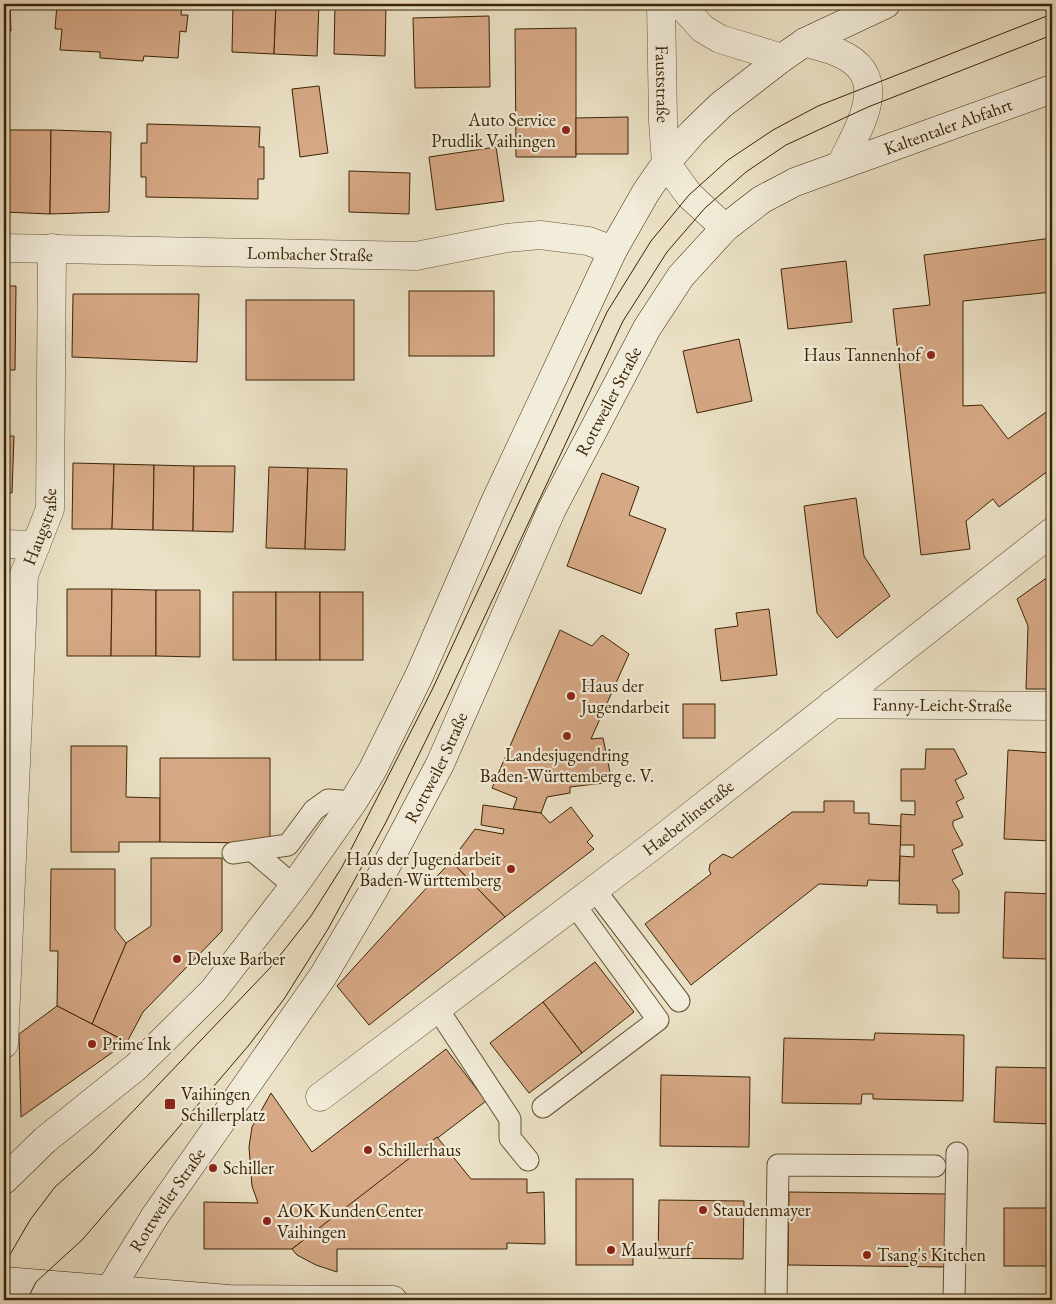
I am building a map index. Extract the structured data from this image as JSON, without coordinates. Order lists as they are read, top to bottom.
{
  "streets": {
    "main road": [
      "Fauststraße",
      "Kaltentaler Abfahrt",
      "Lombacher Straße",
      "Rottweiler Straße",
      "Haugstraße",
      "Fanny-Leicht-Straße",
      "Haeberlinstraße"
    ]
  },
  "crossings": [
    ["Kaltentaler Abfahrt", "Rottweiler Straße"],
    ["Lombacher Straße", "Haugstraße"],
    ["Fanny-Leicht-Straße", "Haeberlinstraße"]
  ],
  "places": {
    "other": [
      "Auto Service Prudlik Vaihingen",
      "Haus Tannenhof",
      "Haus der Jugendarbeit",
      "Landesjugendring Baden-Württemberg e. V.",
      "Haus der Jugendarbeit Baden-Württemberg",
      "Deluxe Barber",
      "Prime Ink",
      "Schillerhaus",
      "Schiller",
      "Staudenmayer",
      "AOK KundenCenter Vaihingen",
      "Maulwurf",
      "Tsang's Kitchen"
    ],
    "transit": ["Vaihingen Schillerplatz"]
  }
}
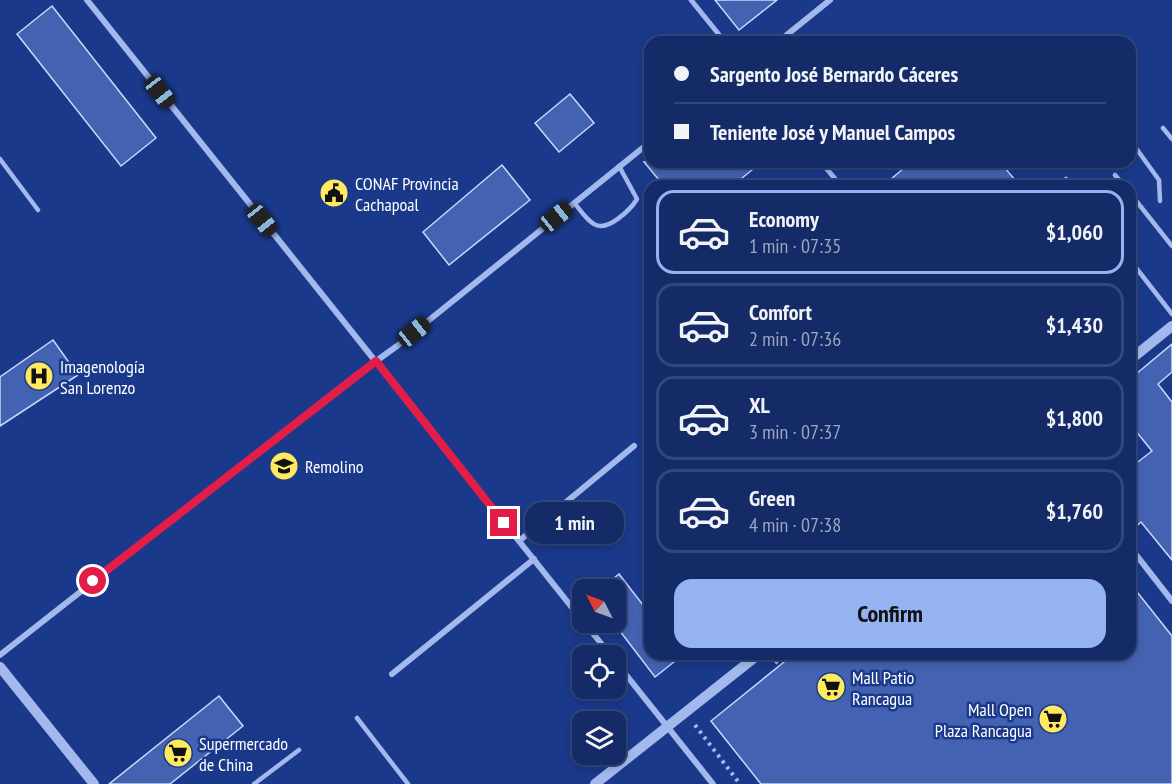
--------------------------------
**Work required:** Wherever the word "Lombacher" appears in the entries above, copy that line.

**Solution for this problem:**
      "Lombacher Straße",
    ["Lombacher Straße", "Haugstraße"],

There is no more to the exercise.